Plaintiff next cites Webb v. Standard Oil (1957) 49 Cal.2d 509, 513 for the proposition that tax returns are privileged. The Court agrees with the proposition, but notes that the privilege can be waived. See Schnaebel v. Superior Ct. (1993) 5 Cal.4th 704, 721. Plaintiff has put his tax payments and returns at issue by claiming damages resulting from a higher tax liability due to his tax bracket placement. Plaintiff claims that Defendants can simply ask Plaintiff what additional liability he paid, but that is insufficient. Plaintiff’s bare statement that he paid more, and even how much he paid, can and should be able to be challenged by other evidence. So long as his tax liability is at issue, Plaintiff has waived the privilege to not produce his tax returns.

For similar reasons, Plaintiff’s argument that his privacy rights are impinged if his accountant is required to produce these documents must fail. Plaintiff raises the argument that production of these records violates his right to privacy. However, Plaintiff fails to cite authority for the proposition that individuals have a right to privacy. See, e.g., Britt v. Superior Ct. (1978) 20 Cal.3d 844; Hooser v. Superior Ct. (4th Dist. 2000) 84 Cal.App.4th 997. Plaintiff instead appears to argue that the information is private because it is irrelevant. As the Court notes, supra, Plaintiff himself put his tax liability at issue. These documents are relevant.

However, the Court believes that the information should not be released to anyone outside of this litigation and will leave it to the parties to craft an appropriate protective order.

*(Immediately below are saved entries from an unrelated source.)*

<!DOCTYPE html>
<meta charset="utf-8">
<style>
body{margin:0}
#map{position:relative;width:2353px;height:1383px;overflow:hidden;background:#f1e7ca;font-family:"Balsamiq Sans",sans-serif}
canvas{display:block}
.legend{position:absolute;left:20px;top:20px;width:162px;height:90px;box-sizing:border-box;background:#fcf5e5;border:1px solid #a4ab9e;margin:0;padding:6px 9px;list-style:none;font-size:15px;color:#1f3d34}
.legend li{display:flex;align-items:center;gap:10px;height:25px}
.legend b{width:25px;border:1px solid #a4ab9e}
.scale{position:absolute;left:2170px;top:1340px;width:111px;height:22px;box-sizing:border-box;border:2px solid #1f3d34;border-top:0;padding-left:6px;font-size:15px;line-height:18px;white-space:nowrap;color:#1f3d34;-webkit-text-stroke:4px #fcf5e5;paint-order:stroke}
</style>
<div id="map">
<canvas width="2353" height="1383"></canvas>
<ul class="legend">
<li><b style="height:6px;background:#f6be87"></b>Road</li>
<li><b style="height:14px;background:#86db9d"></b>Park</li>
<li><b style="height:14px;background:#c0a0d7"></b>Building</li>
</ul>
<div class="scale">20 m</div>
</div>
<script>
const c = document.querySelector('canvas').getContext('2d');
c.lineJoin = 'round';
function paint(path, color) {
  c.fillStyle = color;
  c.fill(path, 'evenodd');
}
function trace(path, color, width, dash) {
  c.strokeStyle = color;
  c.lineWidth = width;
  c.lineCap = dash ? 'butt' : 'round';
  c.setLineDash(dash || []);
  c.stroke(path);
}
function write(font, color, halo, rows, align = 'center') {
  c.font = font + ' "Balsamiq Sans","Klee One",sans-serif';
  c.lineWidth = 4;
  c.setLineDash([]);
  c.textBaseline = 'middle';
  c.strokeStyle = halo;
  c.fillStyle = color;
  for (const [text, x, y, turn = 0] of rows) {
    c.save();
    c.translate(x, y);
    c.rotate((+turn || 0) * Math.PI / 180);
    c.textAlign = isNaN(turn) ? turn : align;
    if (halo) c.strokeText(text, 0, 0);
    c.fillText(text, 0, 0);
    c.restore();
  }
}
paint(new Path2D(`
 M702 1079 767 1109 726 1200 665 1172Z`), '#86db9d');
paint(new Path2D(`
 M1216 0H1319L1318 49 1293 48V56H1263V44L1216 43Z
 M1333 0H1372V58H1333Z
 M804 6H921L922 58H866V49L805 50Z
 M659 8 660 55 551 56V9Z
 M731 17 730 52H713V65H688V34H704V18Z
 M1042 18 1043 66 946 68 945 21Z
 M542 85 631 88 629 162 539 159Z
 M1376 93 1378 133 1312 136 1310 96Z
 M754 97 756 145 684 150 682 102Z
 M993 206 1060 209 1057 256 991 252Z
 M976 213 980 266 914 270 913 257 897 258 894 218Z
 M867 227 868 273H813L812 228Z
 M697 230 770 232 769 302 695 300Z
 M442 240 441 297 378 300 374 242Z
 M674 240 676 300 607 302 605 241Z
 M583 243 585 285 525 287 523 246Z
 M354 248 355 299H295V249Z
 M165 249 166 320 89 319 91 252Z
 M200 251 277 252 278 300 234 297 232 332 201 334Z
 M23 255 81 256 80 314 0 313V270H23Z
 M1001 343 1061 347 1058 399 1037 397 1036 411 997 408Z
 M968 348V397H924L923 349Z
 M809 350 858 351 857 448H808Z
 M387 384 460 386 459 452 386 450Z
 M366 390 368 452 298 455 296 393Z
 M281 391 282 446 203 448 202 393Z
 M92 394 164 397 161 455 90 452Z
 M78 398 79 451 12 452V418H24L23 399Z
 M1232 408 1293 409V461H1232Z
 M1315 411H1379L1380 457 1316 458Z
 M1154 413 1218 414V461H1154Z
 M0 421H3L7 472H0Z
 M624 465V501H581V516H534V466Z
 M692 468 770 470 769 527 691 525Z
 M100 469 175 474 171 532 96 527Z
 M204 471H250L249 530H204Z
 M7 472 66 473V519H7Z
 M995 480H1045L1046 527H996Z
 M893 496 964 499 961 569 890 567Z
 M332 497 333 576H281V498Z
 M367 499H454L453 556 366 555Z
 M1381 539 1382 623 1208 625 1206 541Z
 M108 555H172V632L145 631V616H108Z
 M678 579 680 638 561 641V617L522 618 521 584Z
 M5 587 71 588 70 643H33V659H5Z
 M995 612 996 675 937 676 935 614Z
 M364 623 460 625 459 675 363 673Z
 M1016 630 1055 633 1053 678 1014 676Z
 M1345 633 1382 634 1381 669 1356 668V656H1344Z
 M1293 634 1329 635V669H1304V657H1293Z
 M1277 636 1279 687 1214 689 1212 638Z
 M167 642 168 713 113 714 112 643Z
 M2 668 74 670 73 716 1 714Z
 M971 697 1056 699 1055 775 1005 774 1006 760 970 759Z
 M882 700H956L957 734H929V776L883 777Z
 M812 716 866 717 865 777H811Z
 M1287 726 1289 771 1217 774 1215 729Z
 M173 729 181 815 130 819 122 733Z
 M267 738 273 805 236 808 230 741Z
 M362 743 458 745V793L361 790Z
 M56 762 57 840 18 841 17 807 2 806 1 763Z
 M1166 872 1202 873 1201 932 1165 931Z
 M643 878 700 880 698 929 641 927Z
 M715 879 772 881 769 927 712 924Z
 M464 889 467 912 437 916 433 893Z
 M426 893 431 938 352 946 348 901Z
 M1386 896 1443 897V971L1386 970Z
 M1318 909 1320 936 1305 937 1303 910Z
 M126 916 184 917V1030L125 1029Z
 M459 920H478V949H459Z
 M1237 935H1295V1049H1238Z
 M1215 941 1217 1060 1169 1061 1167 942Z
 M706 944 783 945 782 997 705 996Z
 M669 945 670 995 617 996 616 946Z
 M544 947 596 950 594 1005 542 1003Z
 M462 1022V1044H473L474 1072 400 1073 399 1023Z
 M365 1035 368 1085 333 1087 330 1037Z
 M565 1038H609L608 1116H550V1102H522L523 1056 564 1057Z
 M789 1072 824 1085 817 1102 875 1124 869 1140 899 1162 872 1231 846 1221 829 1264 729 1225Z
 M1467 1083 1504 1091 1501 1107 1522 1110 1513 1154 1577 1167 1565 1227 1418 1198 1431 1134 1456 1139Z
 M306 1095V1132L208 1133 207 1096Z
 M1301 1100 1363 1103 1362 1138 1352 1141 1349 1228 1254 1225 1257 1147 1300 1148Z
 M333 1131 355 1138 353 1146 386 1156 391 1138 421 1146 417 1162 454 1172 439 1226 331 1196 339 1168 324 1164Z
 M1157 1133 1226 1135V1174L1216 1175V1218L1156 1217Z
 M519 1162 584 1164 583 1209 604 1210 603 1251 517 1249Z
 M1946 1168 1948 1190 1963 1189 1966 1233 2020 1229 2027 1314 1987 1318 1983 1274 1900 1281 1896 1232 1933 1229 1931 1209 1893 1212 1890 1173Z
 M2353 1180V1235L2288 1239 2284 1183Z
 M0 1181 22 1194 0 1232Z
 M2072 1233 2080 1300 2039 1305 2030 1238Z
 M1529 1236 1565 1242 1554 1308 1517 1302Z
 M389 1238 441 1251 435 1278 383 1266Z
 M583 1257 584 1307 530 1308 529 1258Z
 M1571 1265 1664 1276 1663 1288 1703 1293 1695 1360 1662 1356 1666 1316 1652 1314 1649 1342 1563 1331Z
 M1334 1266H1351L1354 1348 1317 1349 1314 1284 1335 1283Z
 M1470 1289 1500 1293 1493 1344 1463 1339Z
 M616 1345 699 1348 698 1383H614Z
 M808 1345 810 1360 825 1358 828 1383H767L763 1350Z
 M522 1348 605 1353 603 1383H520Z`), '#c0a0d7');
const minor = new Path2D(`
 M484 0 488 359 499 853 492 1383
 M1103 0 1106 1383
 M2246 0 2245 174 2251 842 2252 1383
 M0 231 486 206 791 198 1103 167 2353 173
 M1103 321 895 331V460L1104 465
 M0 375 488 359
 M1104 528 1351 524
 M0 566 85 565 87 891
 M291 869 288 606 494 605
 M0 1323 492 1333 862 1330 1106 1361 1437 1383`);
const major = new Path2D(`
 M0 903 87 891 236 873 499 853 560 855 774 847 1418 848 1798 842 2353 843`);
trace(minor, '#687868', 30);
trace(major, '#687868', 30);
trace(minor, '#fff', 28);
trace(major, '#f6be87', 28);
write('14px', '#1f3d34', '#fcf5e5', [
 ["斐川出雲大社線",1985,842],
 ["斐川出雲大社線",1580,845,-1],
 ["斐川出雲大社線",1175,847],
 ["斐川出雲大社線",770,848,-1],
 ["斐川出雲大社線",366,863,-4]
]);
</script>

Plaintiff’s motion to quash the deposition subpoena to produce records of Edgar Paz-Martinez is DENIED. Enforcement of the deposition subpoena is stayed for 30 days to allow time for the parties to create a mutually agreed upon protective order.

Monetary Sanctions

Plaintiff makes a request for monetary sanctions against Defendants and Defendants’ counsel. Because Plaintiff was unsuccessful in his motion, sanctions are inappropriate.

Plaintiff’s request for monetary sanctions is DENIED.

Defendant makes a request for monetary sanctions against Plaintiff, citing Code of Civil Procedure Section 1987.2. Section 1987.2 allows the court, in its discretion, to award sanctions for the cost of defending a motion to quash. Defendant’s counsel alleges he spent 19.28 hours on research, drafting of meet and confer communications, and drafting of the opposition to the instant motion. The Court does not award sanctions for time spent meeting and conferring, as those efforts should be done regardless of court intervention. There was no individual breakdown of time spent on the motion itself. The Court will decline to award sanctions.

Defendants’ request for monetary sanctions is DENIED.

Conclusion and Order

Plaintiff’s motion to quash the deposition subpoena to produce records of Edgar Paz-Martinez is DENIED. Enforcement of the deposition subpoena is stayed for 30 days to allow time for the parties to create a mutually agreed upon protective order.

Plaintiff’s request for monetary sanctions is DENIED.

Defendants’ request for monetary sanctions is DENIED.

 

 

________________­­­____________

DATED:

_________________________­­­________________________

HON. SOCRATES PETER MANOUKIAN

Judge of the Superior Court

County of Santa Clara

 

[1] Defendant’s opposition was 13 pages long and did not contain a table of contents. See Cal. Rules of Court, rule 3.1113. Nevertheless, the Court will consider all material presented in the opposition.